Exercise prompt
Below are the records; copy out every line that holds the word "tools".

Records shown
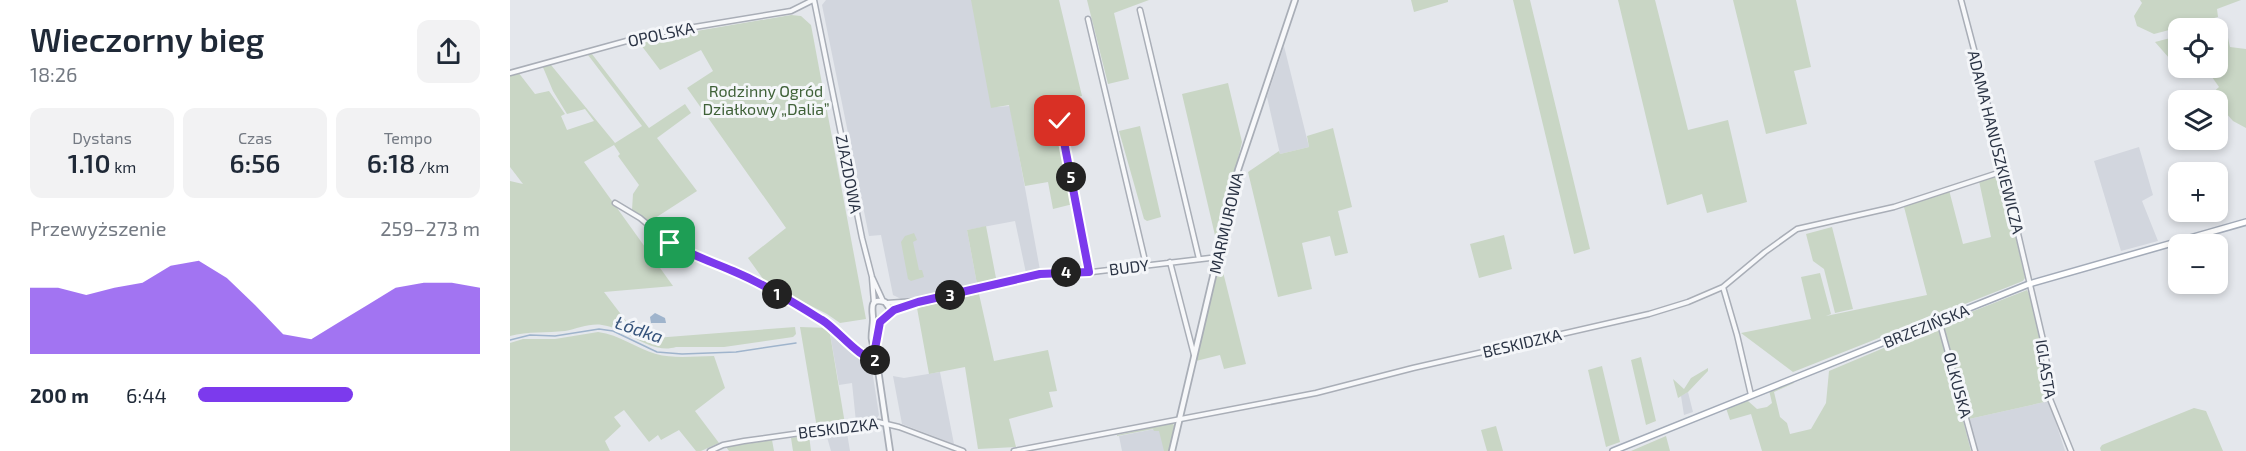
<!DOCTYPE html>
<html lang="pl">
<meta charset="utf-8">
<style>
body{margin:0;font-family:"Exo 2",sans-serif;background:#f2f2f3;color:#1f2937;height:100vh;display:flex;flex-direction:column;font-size:22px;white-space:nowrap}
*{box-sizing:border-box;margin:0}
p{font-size:20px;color:#747a83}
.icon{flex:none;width:33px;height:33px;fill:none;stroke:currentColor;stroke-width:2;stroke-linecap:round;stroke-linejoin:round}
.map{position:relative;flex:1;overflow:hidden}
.side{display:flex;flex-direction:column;background:#fff;width:510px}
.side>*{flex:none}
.tools{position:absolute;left:1658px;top:18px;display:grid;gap:12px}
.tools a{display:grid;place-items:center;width:60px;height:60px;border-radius:12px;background:#fff;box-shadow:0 3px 9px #0003;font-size:30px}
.pin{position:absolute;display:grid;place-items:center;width:51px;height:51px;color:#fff;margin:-26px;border-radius:12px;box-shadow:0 3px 9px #0006}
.km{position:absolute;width:30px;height:30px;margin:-15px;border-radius:50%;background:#222;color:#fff;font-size:16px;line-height:30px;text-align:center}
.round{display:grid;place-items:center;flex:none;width:63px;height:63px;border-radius:12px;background:#f2f2f3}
.head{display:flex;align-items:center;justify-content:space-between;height:102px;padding:0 30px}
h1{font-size:33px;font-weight:600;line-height:45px}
.figures{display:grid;grid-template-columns:repeat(3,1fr);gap:9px;height:102px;padding:6px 30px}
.figures div{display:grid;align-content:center;border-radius:12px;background:#f2f2f3;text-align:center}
.figures b{font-size:26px;font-weight:600}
.figures small{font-size:16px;font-weight:400}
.figures p{font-size:16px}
.chart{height:168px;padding:12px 30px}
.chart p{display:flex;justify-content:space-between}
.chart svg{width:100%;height:108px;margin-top:6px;fill:#7c3aed;opacity:.7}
ul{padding:0 30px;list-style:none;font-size:20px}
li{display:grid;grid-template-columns:96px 72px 1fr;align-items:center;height:45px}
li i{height:15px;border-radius:8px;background:#7c3aed}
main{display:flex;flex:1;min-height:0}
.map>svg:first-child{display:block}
.built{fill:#d2d6de}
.green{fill:#c9d6c5}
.water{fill:#9fb4cc}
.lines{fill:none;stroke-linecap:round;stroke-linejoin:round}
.stream{stroke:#9fb4cc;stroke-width:1.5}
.minor-casing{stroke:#a9aeb7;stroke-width:7}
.tertiary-casing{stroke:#a9aeb7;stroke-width:8}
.primary-casing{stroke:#a3abb8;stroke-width:8}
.minor{stroke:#f7f8fa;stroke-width:4}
.tertiary{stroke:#f7f8fa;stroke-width:4.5}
.primary{stroke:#fff;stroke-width:5}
.route-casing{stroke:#fff;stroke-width:12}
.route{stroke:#7c3aed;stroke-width:8}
.labels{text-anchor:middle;stroke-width:6;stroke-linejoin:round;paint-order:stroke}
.street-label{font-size:16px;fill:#2b3445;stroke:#f4f6f9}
.park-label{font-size:16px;fill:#3f6138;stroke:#f4f6f9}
.water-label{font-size:18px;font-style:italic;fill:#34527a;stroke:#f4f6f9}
</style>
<main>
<section class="side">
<div class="head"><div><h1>Wieczorny bieg</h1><p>18:26</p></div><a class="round"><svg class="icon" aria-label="share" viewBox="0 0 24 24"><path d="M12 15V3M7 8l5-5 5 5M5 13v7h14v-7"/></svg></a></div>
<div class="figures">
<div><p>Dystans</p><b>1.10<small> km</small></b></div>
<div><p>Czas</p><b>6:56</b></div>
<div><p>Tempo</p><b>6:18<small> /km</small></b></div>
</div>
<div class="chart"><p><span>Przewyższenie</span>259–273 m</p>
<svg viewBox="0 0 160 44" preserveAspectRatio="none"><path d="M0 44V17L10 17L20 20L30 17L40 15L50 8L60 6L70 13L80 24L90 36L100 38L110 31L120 24L130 17L140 15L150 15L160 17V44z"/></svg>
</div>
<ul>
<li><b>200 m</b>6:44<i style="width:55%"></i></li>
</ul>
</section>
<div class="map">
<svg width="1736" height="451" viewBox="0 0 1736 451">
<rect width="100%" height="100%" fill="#e4e7ec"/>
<path class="built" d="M316 0H463L486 107 500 106 530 270 516 273 505 221 457 230 467 284 393 300 383 295 371 235 359 236 312 5Z
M774 46 799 147 770 154 757 97Z
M1629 147 1643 195 1632 201 1648 241 1611 251 1584 161Z
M319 328 361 363 369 415 367 418 346 422 342 383 329 385Z
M430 372 444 444 392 424 383 376 394 378Z
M1178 392 1183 412 1174 415 1171 396Z
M1539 401 1555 451H1466L1459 419Z
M660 426 659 451H612L609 436Z
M337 433 340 451H321L317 437Z"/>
<path class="green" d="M461 0H549L572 96 543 100 563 204 543 209 538 182 515 186 499 105 481 108Z
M577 0H639L604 13 619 79 598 84Z
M901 0H938V2L904 12Z
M1003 0H1020L1080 249 1064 254Z
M1108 0H1145L1178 130 1218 120 1237 202 1197 213 1192 194 1157 205Z
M1223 0H1286L1301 67 1284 71 1297 124 1256 134Z
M1630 0H1731L1707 9 1708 17 1644 34 1627 26 1624 16 1632 3Z
M281 15 291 16 301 25 356 319 330 323 317 314 256 283 238 258 276 228 177 88 203 71 191 50 150 70 128 41Z
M1715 24 1720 47 1736 49V128L1723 121 1707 103V100L1700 95 1709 87 1702 77 1679 70 1681 68H1707V28H1697Z
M1668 36V66L1667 67 1645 42Z
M82 54 139 128 175 104 181 113 147 138 187 191 139 222 122 210 123 194 129 185 108 156 110 154 104 145 74 162 163 286 94 292 129 338 132 339 285 327 286 334 283 337 214 347H166C140 355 117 328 92 325 80 323 67 329 55 331 37 333 18 331 0 336V181L13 184 0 167V75L8 72 25 94 39 91 55 114 51 116 57 130 84 121 75 109 57 114 43 91 32 65H41L105 143 132 126 78 55Z
M718 83 732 142 707 244 672 94Z
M630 126 651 217 637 221 634 219 609 131Z
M823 128 842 207 828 211 838 253 825 256 820 236 792 243 802 289 768 297 738 172 769 151 770 154 799 147 797 136Z
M1489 175 1492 177 1515 278 1513 281 1283 372 1231 333 1301 319 1291 277 1310 273 1321 314 1316 316 1417 295 1394 207 1439 190 1453 244 1481 237 1469 181Z
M476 226 486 278 467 284 457 230Z
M1322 227 1343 309 1325 313 1314 269 1303 261 1296 234Z
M404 233 407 240 403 242 409 270H412L414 277 401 281 398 279 391 242 395 236Z
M994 235 1002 269 969 278 960 244Z
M710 260 736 364 714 369 710 355 686 361Z
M1517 290C1526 308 1533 348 1535 369 1536 380 1535 390 1539 401L1459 419 1433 323Z
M469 294 484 361 538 350 547 391 539 392 543 407 499 419 506 447 468 449 455 367 419 374 407 308Z
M1426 326 1429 328 1461 451H1252L1241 414 1220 420 1216 408 1230 402 1238 401 1247 409 1257 407 1262 403 1259 390 1283 381 1284 383 1264 392 1270 417 1277 423 1280 434 1301 429 1316 403 1319 371Z
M290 327 319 328 335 424 307 428Z
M88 332C110 335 126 348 146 354 164 359 186 356 204 356L215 388 185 411 209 443 191 451H186L169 430 151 440 148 435 139 442 114 410 104 417 111 426 95 441 100 451H0V343L13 339H45Z
M1131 357 1146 421 1136 425 1121 360Z
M1092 366 1110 442 1096 447 1078 370Z
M1198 368V371L1178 392 1168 398 1163 379 1174 389 1181 378Z
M1684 408 1696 411 1713 451H1591L1590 448 1592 445Z
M663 423 664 426 660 451H654L649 431H644L643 429 607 436V435Z
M986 426 993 451H977L971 430Z
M299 435 301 451H283L281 438Z
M1156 436 1160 451H1121Z
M262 440 264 451H219L216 447Z"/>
<path class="water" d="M145 313 155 318 156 323H141L140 317Z"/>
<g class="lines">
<path class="stream" d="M0 340 20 335 45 336 89 329 103 331 147 352 172 354 226 352 286 343"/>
<g class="minor-casing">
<path id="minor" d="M304 0 352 238 362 277 373 301
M1451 0 1471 76 1533 340 1538 370V394L1561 451
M630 10 689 259
M578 19 636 265
M0 73 142 34 281 11 303 0
M550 121 579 272
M105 203 130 218 160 243 186 257 224 271 314 321 350 353 361 360H367
M660 262 684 355
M362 278 364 303
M1213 287 1227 335 1241 395
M377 303 420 300 537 273 582 272 700 258H707
M379 313 407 302
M1429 320 1465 451
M200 451 213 445 234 441 368 422 389 427 453 451
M504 451 806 393 903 368 1139 314 1178 302 1213 287 1255 252 1287 229 1384 207 1494 171"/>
</g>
<g class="tertiary-casing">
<path id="tertiary" d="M371 319 378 315 380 309 375 302C358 297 363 310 363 320 363 330 359 339 365 349L380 451
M365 349 371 319
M662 451 728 170 785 0"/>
</g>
<g class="primary-casing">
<path id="primary" d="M1103 451 1519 284 1736 222"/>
</g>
<use href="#minor" class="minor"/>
<use href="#tertiary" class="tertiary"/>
<use href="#primary" class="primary"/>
</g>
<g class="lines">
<g class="route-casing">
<path id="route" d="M160 243C181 255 202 262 223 271 254 284 284 303 312 320 327 329 350 360 367 360L365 349 370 322 384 310 408 302 530 274 579 272 550 121"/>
</g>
<use href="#route" class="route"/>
</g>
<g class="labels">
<g class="street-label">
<text transform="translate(151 34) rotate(-12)" y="6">OPOLSKA</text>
<text transform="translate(1486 142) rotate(76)" y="6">ADAMA HANUSZKIEWICZA</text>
<text transform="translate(339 174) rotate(79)" y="6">ZJAZDOWA</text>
<text transform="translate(716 223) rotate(-77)" y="6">MARMUROWA</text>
<text transform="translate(619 267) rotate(-7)" y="6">BUDY</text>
<text transform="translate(1416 326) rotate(-22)" y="6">BRZEZIŃSKA</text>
<text transform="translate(1012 343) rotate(-13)" y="6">BESKIDZKA</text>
<text transform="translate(1536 369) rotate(81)" y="6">IGLASTA</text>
<text transform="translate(1448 385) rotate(75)" y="6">OLKUSKA</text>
<text transform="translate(328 428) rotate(-7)" y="6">BESKIDZKA</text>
</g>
<g class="park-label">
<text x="256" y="97">Rodzinny Ogród<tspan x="256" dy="18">Działkowy „Dalia”</tspan></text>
</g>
<g class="water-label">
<text transform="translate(129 330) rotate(19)" y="6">Łódka</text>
</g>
</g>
</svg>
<div class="tools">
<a><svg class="icon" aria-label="locate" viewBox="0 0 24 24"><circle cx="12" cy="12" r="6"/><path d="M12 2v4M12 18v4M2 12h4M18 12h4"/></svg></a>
<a><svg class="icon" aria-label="layers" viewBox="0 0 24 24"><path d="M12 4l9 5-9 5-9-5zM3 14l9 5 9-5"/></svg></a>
<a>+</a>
<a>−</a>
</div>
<div class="pin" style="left:160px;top:243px;background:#1e9e55"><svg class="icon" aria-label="arrive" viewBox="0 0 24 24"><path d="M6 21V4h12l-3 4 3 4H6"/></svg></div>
<div class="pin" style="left:550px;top:121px;background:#d93025"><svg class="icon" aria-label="check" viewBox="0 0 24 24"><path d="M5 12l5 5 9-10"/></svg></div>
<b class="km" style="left:267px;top:294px">1</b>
<b class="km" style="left:365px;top:360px">2</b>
<b class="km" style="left:440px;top:295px">3</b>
<b class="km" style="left:556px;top:272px">4</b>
<b class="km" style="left:561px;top:177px">5</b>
</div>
</main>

Reply
.tools{position:absolute;left:1658px;top:18px;display:grid;gap:12px}
.tools a{display:grid;place-items:center;width:60px;height:60px;border-radius:12px;background:#fff;box-shadow:0 3px 9px #0003;font-size:30px}
<div class="tools">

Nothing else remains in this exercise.